Are Louisville police staging
a coup?
World Combined Sources
LOUISVILLE, Ky. - Dr. Martin Luther King, Jr. said, "The ultimate measure of a man is not where he stands in moments of comfort and convenience, but where he stands at times of challenge and controversy."
And so it was that despite public pleas against it, the Louisville police chose to march again on March 17 to protest Mayor Dave Armstrong firing Police Chief Eugene Sharrard. After the protest, Rick McCubbin, Lodge #6 president, Fraternal Order of Police (FOP), said he would no longer speak with reporters from The Louisville Courier-Journal, citing the paper's stories on the FOP's march to City Hall, which put the crowd at 2,000.
McCubbin claimed between 4,000 and 5,000 people participated. The march was organized by the FOP to denounce Armstrong and seek Sherrard's reinstatement.
Reportedly after Mayor Armstrong fired Sherrard a call went out over the police radio to go down to City Hall. Several commanders quit in support of Sherrard.
This led the Courier-Journal to editorialize on the police actions calling it a "Police Coup."

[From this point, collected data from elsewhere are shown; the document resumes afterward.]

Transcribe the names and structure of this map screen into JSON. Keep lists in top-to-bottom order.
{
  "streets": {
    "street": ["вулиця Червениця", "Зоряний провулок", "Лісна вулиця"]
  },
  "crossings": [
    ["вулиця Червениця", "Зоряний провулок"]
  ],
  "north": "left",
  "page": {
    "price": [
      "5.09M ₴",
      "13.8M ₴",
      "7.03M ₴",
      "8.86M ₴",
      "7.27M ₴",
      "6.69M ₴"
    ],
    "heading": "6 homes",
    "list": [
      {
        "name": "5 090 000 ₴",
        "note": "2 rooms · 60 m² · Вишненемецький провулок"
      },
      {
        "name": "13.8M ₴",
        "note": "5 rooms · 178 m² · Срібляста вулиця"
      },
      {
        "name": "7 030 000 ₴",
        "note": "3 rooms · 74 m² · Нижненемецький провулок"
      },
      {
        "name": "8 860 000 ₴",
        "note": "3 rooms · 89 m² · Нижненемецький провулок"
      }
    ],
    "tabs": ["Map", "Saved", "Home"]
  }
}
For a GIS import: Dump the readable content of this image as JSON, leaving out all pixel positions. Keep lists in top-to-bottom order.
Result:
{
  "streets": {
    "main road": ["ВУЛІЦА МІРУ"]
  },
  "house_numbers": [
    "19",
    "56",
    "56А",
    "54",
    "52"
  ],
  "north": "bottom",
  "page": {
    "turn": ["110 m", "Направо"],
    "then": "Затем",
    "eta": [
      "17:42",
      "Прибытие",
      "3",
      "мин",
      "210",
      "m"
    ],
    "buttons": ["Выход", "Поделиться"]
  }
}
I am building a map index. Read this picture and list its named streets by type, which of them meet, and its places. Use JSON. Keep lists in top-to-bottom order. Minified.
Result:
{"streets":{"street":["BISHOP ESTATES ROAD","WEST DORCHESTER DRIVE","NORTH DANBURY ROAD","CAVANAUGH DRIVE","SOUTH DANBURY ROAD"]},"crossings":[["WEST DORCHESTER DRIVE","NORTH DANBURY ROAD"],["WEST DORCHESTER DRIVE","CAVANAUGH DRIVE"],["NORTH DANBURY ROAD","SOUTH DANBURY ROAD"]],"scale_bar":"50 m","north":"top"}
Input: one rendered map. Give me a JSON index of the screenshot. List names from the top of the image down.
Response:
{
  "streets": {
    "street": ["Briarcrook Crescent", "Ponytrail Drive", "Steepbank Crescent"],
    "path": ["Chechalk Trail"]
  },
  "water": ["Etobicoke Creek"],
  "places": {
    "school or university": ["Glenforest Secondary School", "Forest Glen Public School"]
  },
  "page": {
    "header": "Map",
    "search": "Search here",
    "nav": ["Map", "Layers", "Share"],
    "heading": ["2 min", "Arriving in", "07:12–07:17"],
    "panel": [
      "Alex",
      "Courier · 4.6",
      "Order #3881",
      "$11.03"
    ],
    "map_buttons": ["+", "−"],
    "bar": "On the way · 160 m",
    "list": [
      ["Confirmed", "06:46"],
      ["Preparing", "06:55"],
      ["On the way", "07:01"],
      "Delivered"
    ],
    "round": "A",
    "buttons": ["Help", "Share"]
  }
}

Armstrong fired Sherrard after the chief approved awards of valor for Officers Paul Kinkade and Chris Horn. The two officers, both white, fatally shot 22 times, an unarmed Black man, Desmond Rudolph, 18, last May, who they said was attempting to flee in a stolen Chevrolet Blazer.
Rudolph's death outraged African Americans and whites in the city. The Citizens Against Police Abuse (CAPA), a coalition of some 30 religious and community organizations, protested outside of the Galt House where the banquet was being held.
The Rev. Jesse Jackson sent a team of civil rights activists into Louisville, last week, hoping to find "common ground" to bring about healing to this community, which police brutality is dividing.
Rev. James Trent Meeks, national vice president Rainbow Coalition, told McCubbin March 4 that the issue was not a "Black-white issue, but a wrong-right issue!" He also advised the FOP not to march on St. Patrick's Day because it would further "polarize the community."
This is not the first time, CAPA has had to respond to the actions of the Louisville Police Department. In fact, it was founded after police brutally beat Adrian Reynolds with a flashlight and fists and then pepper-sprayed him January 1, 1998.
Police took him to the hospital before he was jailed. He suffered a concussion, a broken nose and other head injuries. Six days later, Reynolds died after a struggle with jail guards. After a huge outcry, one guard was indicted for murder.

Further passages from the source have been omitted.